Foca-monge-das-caraíbas























Foca-monge-das-caraíbas


Estado de conservação


Extinta  (c. 1932) (IUCN)
Classificação científica


























Reino: Animalia
Filo: Chordata
Classe: Mammalia
Ordem: Carnivora
Superfamília: Pinnipedia
Família: Phocidae
Género: Monachus
Espécie: M. tropicalis

Nome binomial
Monachus tropicalis
Gray, 1850


A foca-monge-das-caraíbas (Monachus tropicalis) é uma espécie de mamífero pinípede extinta no século XX. Habitava o Mar das Caraíbas, desde as águas tropicais da Flórida às zonas costeiras do Texas, Grandes e Pequenas Antilhas e Península de Iucatã. Relatos de registos visuais por mergulhadores ainda ocorrem esporadicamente, mas várias tentativas sistemáticas de reencontrar este animal foram infrutíferas.


A foca-monge-das-caraíbas media entre 2,20 e 2,40 metros de comprimento e pesava em torno de 130 kg. A sua pelagem era castanha no dorso, esbatendo-se para branco amarelado na barriga; as crias nasciam totalmente negras. As fêmeas tinham 4 glândulas mamárias, em vez de duas como as restantes focas. Os hábitos de reprodução da foca-monge são desconhecidos e sabe-se apenas que davam à luz uma única cria em torno do mês de Dezembro.


Estes animais alimentavam-se de peixe, cefalópodes e crustáceos e eram activos sobretudo de manhã cedo e ao crepúsculo. Os seus únicos predadores eram os tubarões caribenhos e, mais tarde, o Homem. A foca-monge era muito lenta e desajeitada em terra e, por isso, supõe-se que não tivesse predadores fora de água.

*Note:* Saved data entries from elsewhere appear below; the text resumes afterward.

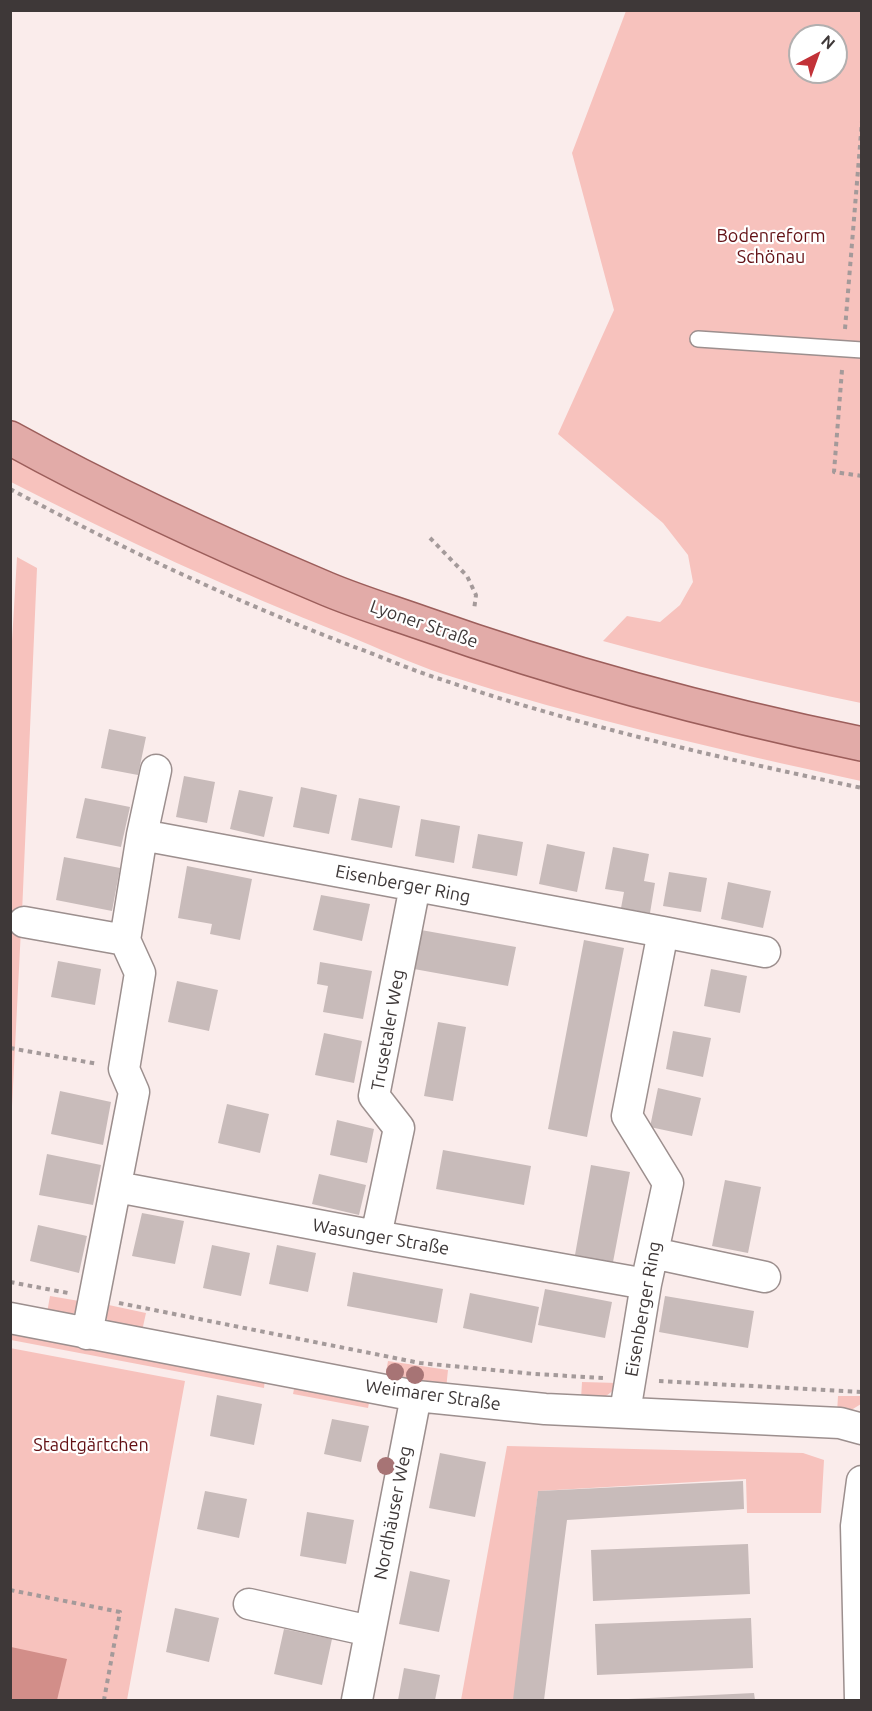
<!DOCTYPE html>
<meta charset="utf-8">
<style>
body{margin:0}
#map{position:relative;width:872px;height:1711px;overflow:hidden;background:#faeceb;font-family:Ubuntu,sans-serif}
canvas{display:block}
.frame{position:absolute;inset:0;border:12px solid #3e3838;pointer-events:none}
.north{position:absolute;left:788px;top:24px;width:60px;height:60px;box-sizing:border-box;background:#fff;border:2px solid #b2afaf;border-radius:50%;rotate:41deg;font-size:16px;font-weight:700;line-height:24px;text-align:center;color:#3e3838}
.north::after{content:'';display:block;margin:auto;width:21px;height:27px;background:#c23238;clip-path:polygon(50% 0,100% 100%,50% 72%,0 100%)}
</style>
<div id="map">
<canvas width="872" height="1711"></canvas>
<div class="frame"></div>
<div class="north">N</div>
</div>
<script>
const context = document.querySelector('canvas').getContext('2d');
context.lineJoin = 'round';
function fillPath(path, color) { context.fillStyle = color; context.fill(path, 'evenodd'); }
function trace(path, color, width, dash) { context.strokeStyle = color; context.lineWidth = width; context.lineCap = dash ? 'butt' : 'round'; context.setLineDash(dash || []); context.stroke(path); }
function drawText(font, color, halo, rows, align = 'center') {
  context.font = font + ' Ubuntu,sans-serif'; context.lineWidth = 4.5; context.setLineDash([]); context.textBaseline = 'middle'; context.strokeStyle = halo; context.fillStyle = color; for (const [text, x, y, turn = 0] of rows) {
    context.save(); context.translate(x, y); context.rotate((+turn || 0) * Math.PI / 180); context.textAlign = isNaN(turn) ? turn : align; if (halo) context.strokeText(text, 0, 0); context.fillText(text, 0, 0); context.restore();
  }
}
fillPath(new Path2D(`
 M626 11H861V703C775 685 689 665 603 641L627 616 660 622 680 605 693 582 688 555 663 523 558 434 614 310 572 153ZM800 36H836V72H800Z
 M10 455 109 505 861 759V781C721 750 580 718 443 674 410 663 378 648 346 635 231 590 120 538 11 482Z
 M17 557 37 568 22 913 11 912 10 675Z
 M11 928 21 929 11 1126Z
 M50 1296 85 1302C75 1318 64 1317 47 1313Z
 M104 1304 146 1313 142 1331 112 1326 107 1319Z
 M10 1330 265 1378 264 1388 11 1340Z
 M10 1348 185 1381 127 1700H11Z
 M388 1361 448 1370 446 1389 385 1378Z
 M582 1382 618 1383C609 1399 598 1400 581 1399Z
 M295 1384 370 1398 368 1408 293 1394Z
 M838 1396H861V1404L848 1412 837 1413Z
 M507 1446 803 1453 824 1460 821 1513H747L746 1479 538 1491 516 1700H461Z`), '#f7c2bd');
fillPath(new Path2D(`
 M11 1647 67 1659 57 1700H11Z`), '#d28e89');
fillPath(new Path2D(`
 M109 729 146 737 138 775 101 768Z
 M184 776 215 782 207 823 176 817Z
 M301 787 337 795 329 834 293 827Z
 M239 790 273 797 264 837 230 829Z
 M85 798 130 807 121 847 76 838Z
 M359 798 400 806 392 848 351 840Z
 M421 819 460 826 454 863 415 856Z
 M478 834 523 842 517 876 472 868Z
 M547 844 585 852 577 892 539 884Z
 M613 847 649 854 644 881 655 883 650 913 621 908 624 892 605 889Z
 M64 857 120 868 112 911 56 900Z
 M187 866 252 879 240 940 210 934 212 924 178 918Z
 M669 872 707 878 701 912 663 906Z
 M728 882 771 891 763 928 721 919Z
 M321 895 370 904 362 941 313 930Z
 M421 930 516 947 508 986 414 969Z
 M584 940 624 948 587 1137 548 1129Z
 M58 961 101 969 95 1005 51 997Z
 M320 962 372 971 363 1019 323 1012 328 986 317 984Z
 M711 969 747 976 740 1013 704 1006Z
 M177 981 218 990 209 1031 168 1022Z
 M438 1022 466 1027 453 1101 424 1096Z
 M673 1031 711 1038 703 1077 666 1069Z
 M324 1033 362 1041 354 1083 315 1075Z
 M658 1088 701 1098 692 1136 650 1127Z
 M60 1091 111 1102 103 1145 51 1134Z
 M227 1104 269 1114 260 1153 218 1143Z
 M337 1120 374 1129 367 1163 330 1155Z
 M443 1150 531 1166 524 1205 436 1189Z
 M47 1154 101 1165 93 1205 39 1195Z
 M591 1165 630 1172 613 1262 575 1255Z
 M319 1174 366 1185 359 1215 312 1204Z
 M725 1180 761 1187 748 1253 712 1246Z
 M142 1213 184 1221 175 1264 132 1256Z
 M38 1225 87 1236 79 1273 30 1261Z
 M212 1245 250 1253 241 1296 203 1288Z
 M277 1245 316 1253 308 1292 269 1284Z
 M353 1272 443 1289 437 1323 347 1306Z
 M545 1289 612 1302 605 1338 538 1325Z
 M470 1293 539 1307 532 1343 463 1328Z
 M665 1296 754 1311 748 1348 659 1332Z
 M217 1395 262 1404 254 1445 210 1436Z
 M332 1419 369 1426 361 1462 324 1454Z
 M440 1453 486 1462 475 1517 429 1508Z
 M743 1481 744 1509 567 1520 544 1700H513L538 1491Z
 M205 1491 247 1499 239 1538 197 1529Z
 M307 1512 354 1520 346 1564 300 1556Z
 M748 1544 750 1594 593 1601 591 1550Z
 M410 1571 450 1580 439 1632 399 1624Z
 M175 1608 219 1618 209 1662 166 1652Z
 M751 1618 753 1668 597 1675 595 1624Z
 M284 1629 332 1639 322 1685 274 1674Z
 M404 1668 440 1675 435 1700H398Z
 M754 1693 755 1700H628V1699Z`), '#c8bbba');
const service = new Path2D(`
 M698 339 862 350`);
const minor = new Path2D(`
 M142 835 156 770
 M24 922 125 940
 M663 932 765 952
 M117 1187 376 1236 646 1284
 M376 1236 399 1128 374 1096 415 886
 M653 1253 765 1277
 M10 1318 416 1396 545 1409 840 1423 862 1429
 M87 1334 134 1092 124 1069 140 973 125 940 142 835 663 932 627 1116 668 1183 646 1284 625 1412
 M249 1604 370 1631
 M357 1700 416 1396
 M860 1700 856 1526 862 1481`);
const primary = new Path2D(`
 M10 438C113 495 220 544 327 589 358 602 391 612 422 623 566 674 712 713 862 744`);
trace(service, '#9c8f8e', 18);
trace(minor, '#9c8f8e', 33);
trace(primary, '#9c5e5b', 36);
trace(new Path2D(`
 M845 329 862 121
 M842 370 834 472 862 476
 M10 489C121 548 233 600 349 645 380 656 411 670 443 680 580 726 720 758 862 788
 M430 538 467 576 476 595 474 610
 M10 1048 98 1064
 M10 1282 68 1293
 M119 1303 420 1363 535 1374 603 1378
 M659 1381 862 1392
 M10 1590 120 1612 104 1700`), '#a49a9a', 4, [4.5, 4.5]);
trace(service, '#fff', 15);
trace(minor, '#fff', 30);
trace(primary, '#e2aba8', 33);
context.fillStyle = '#a77475';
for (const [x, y] of [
 [395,1372],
 [415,1375],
 [386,1466]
]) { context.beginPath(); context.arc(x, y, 9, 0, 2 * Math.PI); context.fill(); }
drawText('18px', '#631115', '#fff', [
 ["Bodenreform",771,236],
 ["Schönau",771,257],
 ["Stadtgärtchen",91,1445]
]);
drawText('18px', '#3e3838', '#fff', [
 ["Lyoner Straße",424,624,19],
 ["Eisenberger Ring",403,884,11],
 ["Trusetaler Weg",388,1030,-80],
 ["Wasunger Straße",381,1237,10],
 ["Eisenberger Ring",643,1309,-80],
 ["Weimarer Straße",433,1395,8],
 ["Nordhäuser Weg",393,1513,-79]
]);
</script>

O primeiro contacto de europeus com a foca-monge-das-caraíbas foi através de Cristóvão Colombo em 1493, que descreveu os animais como lobos-do-mar e anotou o interesse económico da espécie. Com a chegada dos colonos, a foca-monge começou a ser caçada pela pele, pela sua gordura e também como alimento. Mais tarde gerou-se a idéia que esta foca era uma ameaça à conservação dos bancos de peixe e iniciou-se uma campanha semi-organizada para erradicar a competição. Os pescadores foram bem sucedidos e a foca-monge tornou-se rara. O último registo visual de um animal desta espécie foi em 1932, ao largo da costa do Texas.